By Matt Dolloff, 985TheSportsHub.com
The Patriots have a new quarterback, and a very different one at that. So that means a whole new look for the Patriots offense in Week 1 against the Dolphins, moving the ball and accumulated their stats in a much different way than we’re used to seeing.
It’s clear that, at least in the early going, the run game will be paramount. Bill Belichick and Josh McDaniels are taking full advantage of Cam Newton’s ability as a runner, while focusing on efficiency and ball security when dropping back to pass. In front of him, the offensive personnel was heavier than we ever saw in 2019 with Tom Brady, with an increased use of extra tackles as jumbo blocking tight ends.
“We always try to do what’s best for the team to win,” said Belichick during his Monday conference call. “Everything we’ve done for the last 20 years, and rightfully so, has been for Tom Brady. It was for Tom Brady. Everything was dedicated to him, other than the games that he didn’t play in, like when [Matt] Cassel played or Jimmy [Garoppolo] and then Jacoby [Brissett] when Brady was suspended. So, there were times when we had to plan differently, but when your starting quarterback has things that he’s good at or things that you can take advantage of, then I think you try to take advantage of them.”

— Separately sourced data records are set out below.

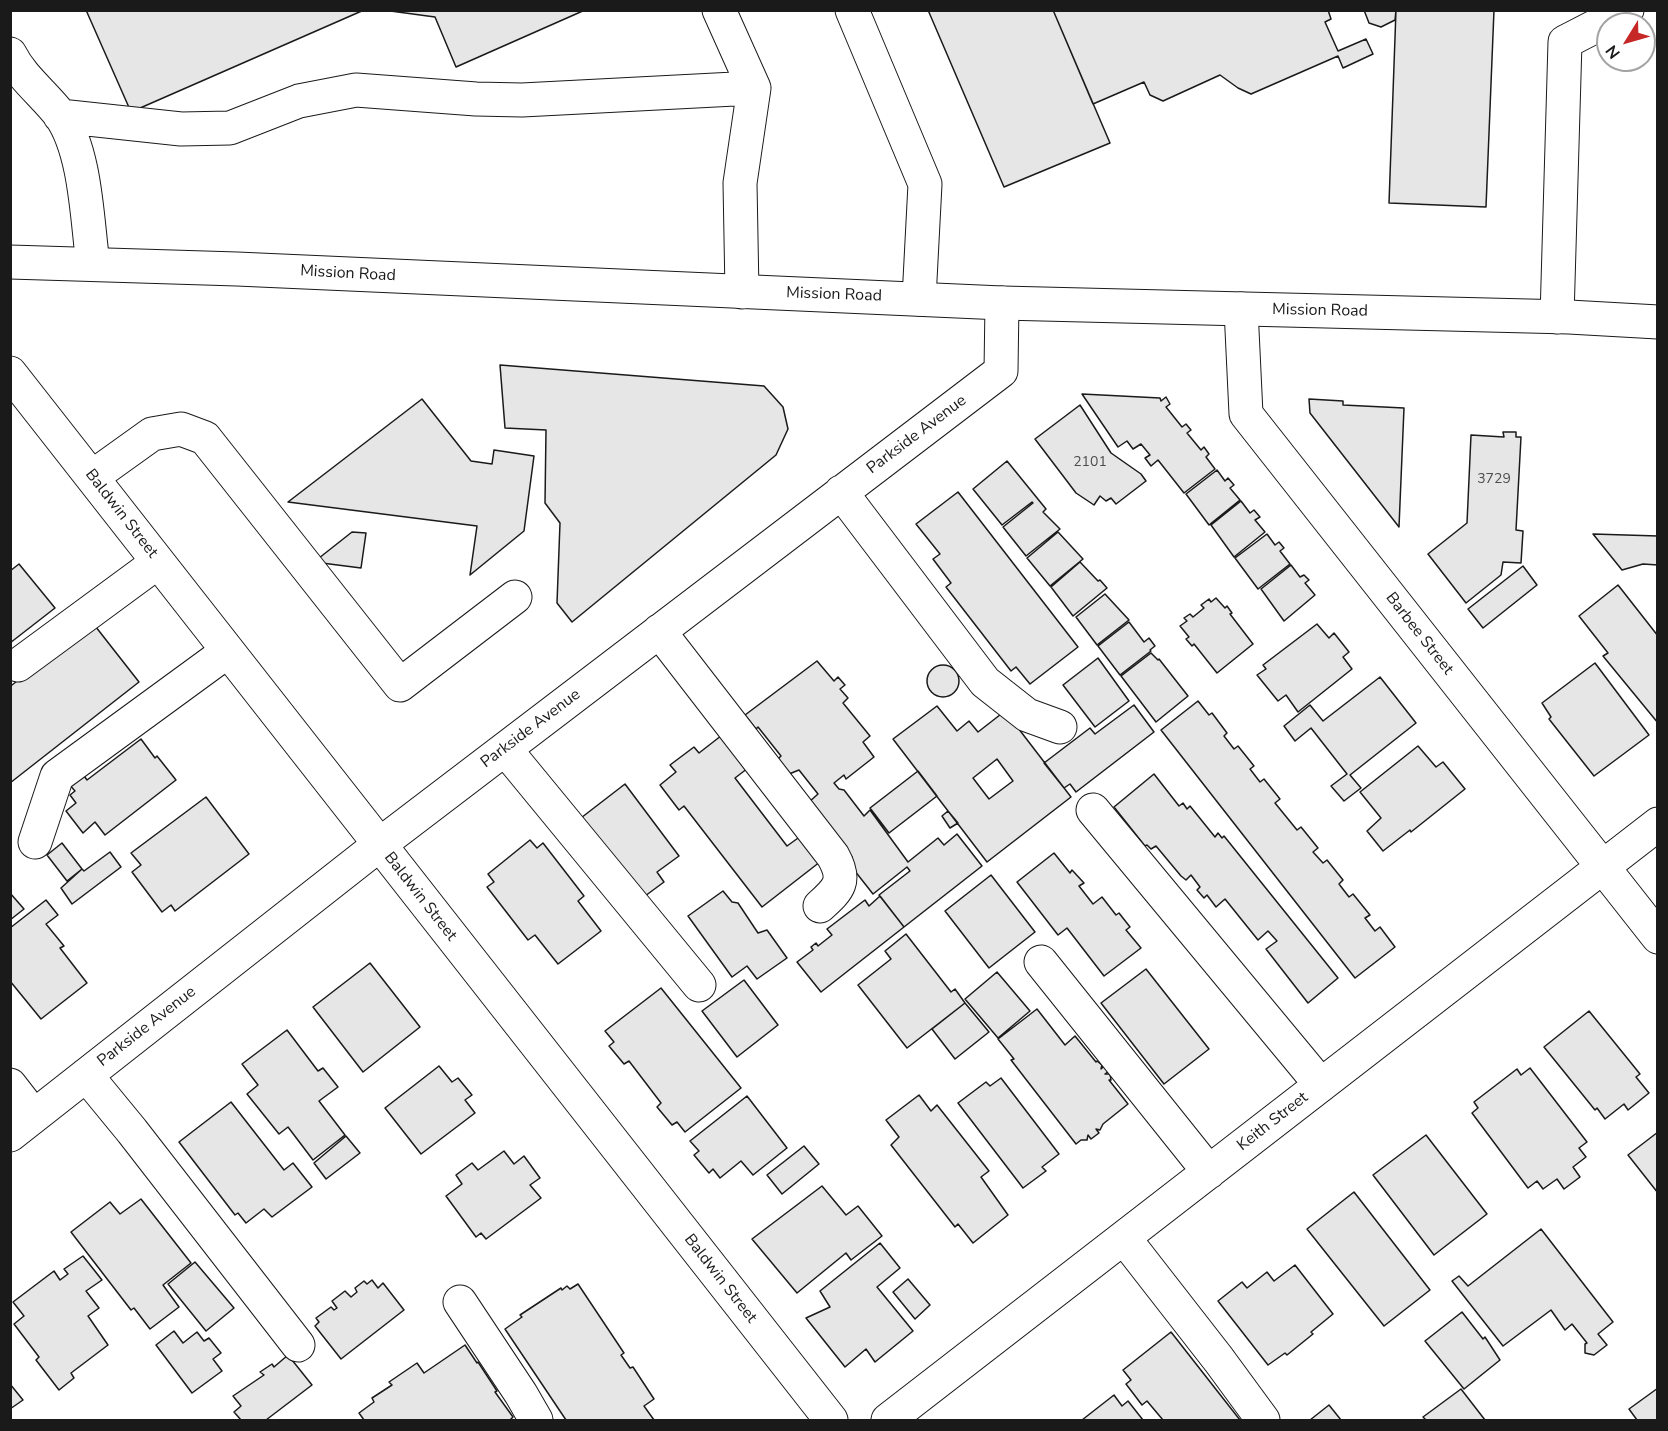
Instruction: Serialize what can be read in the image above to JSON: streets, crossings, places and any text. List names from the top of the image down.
{
  "streets": {
    "street": [
      "Mission Road",
      "Parkside Avenue",
      "Baldwin Street",
      "Barbee Street",
      "Keith Street"
    ]
  },
  "crossings": [
    ["Mission Road", "Parkside Avenue"],
    ["Mission Road", "Barbee Street"],
    ["Parkside Avenue", "Baldwin Street"],
    ["Barbee Street", "Keith Street"]
  ],
  "house_numbers": ["2101", "3729"],
  "north": "bottom left"
}
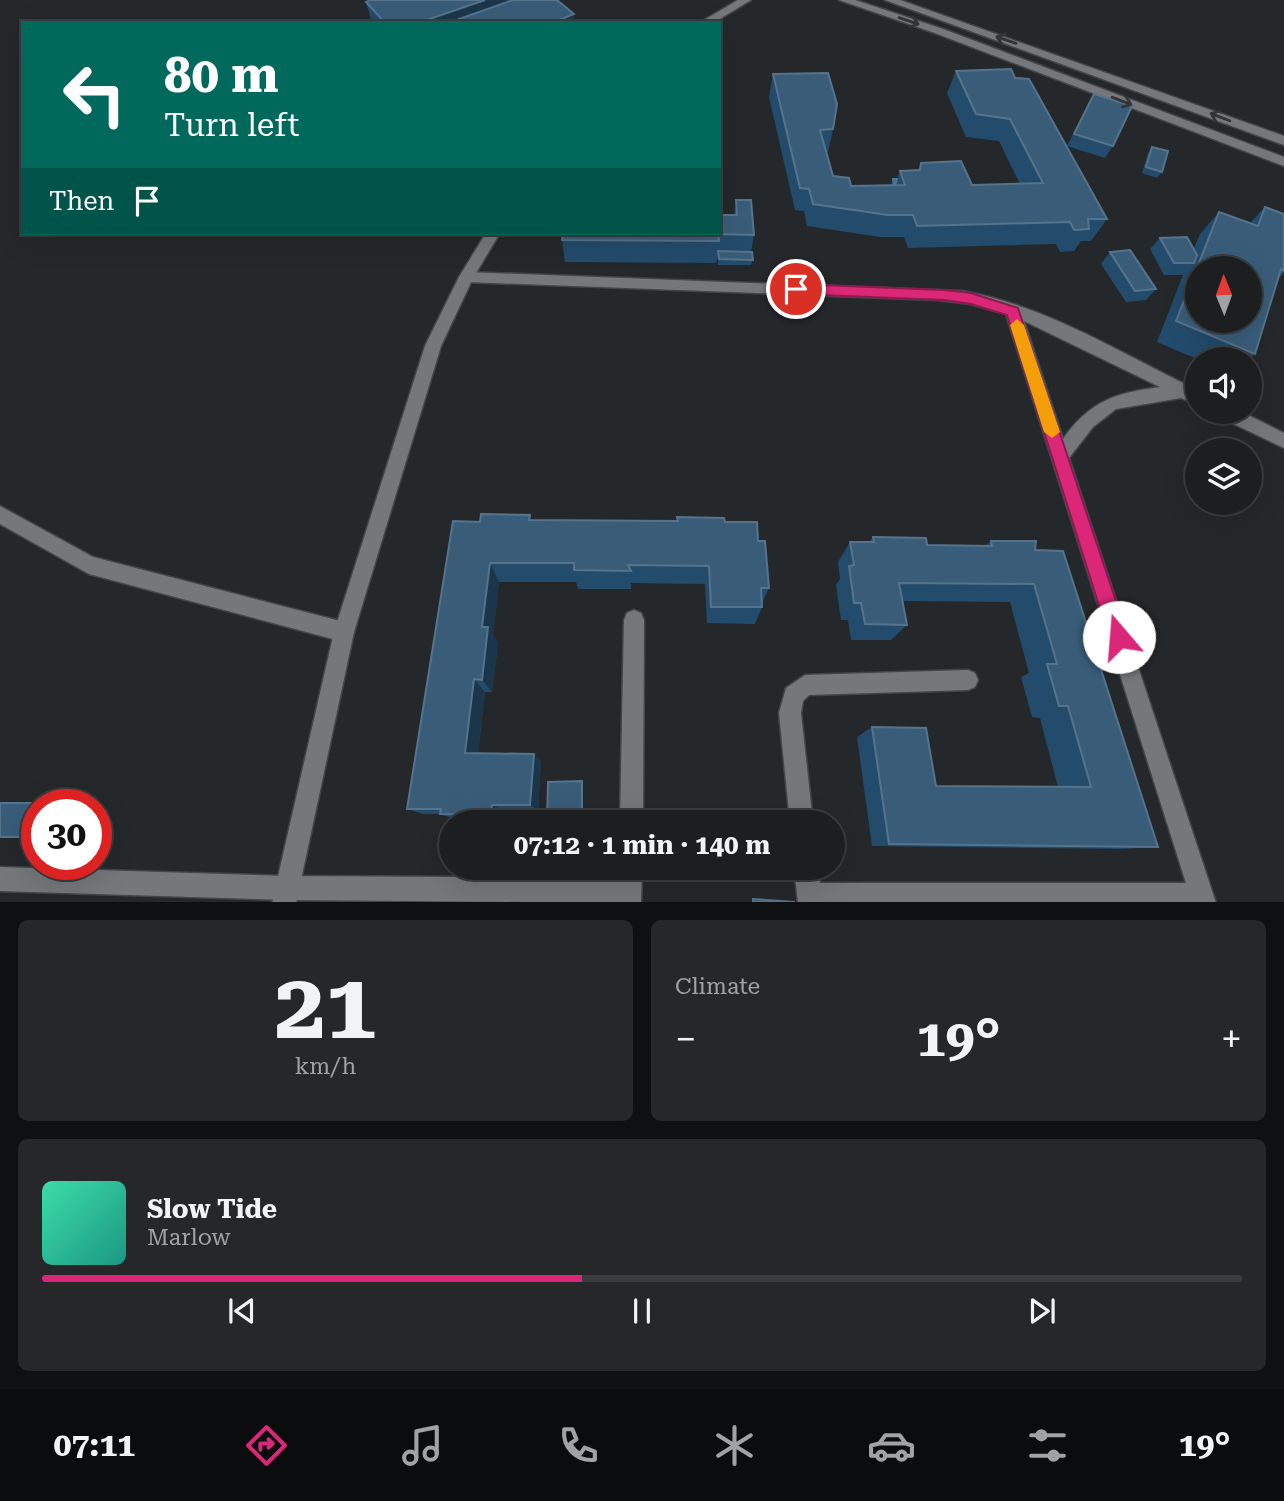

Quickly, for the uninitiated: offensive personnel is denoted by a digit for the number of running backs and a digit for the number of tight ends. So one running back and one tight end would be “11” personnel. Click here for a more detailed explanation. If you’ve got it down, read on because this should be fun for football nerds.
On top of the heavy running personnel, the Patriots even ran more than they passed in three-wide receiver sets. Although 11 personnel remained their favorite grouping, the Patriots were inclined to lean on the ground & pound, regardless of who was on the field.
Here’s a more in-depth look at how the Patriots deployed their new-look offensive personnel against the Dolphins.
Unsurprisingly, McDaniels ran three-receiver sets early and often. The difference is rather than picking the Dolphins apart with the pass like Tom Brady used to do, they mixed it up and ran more than usual.
11 personnel: 29 snaps (46.0 percent)
21 personnel: 20 snaps (31.7 percent)
12 personnel: 9 snaps (14.3 percent)
14 personnel: 2 snaps (3.2 percent)
22 personnel: 1 snap (1.6 percent)
23 personnel: 1 snap (1.6 percent)
10 personnel: 1 snap (1.6 percent)
In 21 personnel (2 RB, 1 TE, 2 WR), they mainly used one runner and fullback Jakob Johnson as a lead blocker. Johnson played 18 snaps, 16 of which were in “21.”
The “14” is not a typo. The Patriots ran two plays with a fullback, two tight ends, and two extra offensive linemen as eligible tight ends – in this case, two rookies: fifth-round pick Michael Onwenu and sixth-rounder Justin Herron. Onwenu checked in for seven snaps as an extra blocker, in four different personnel packages.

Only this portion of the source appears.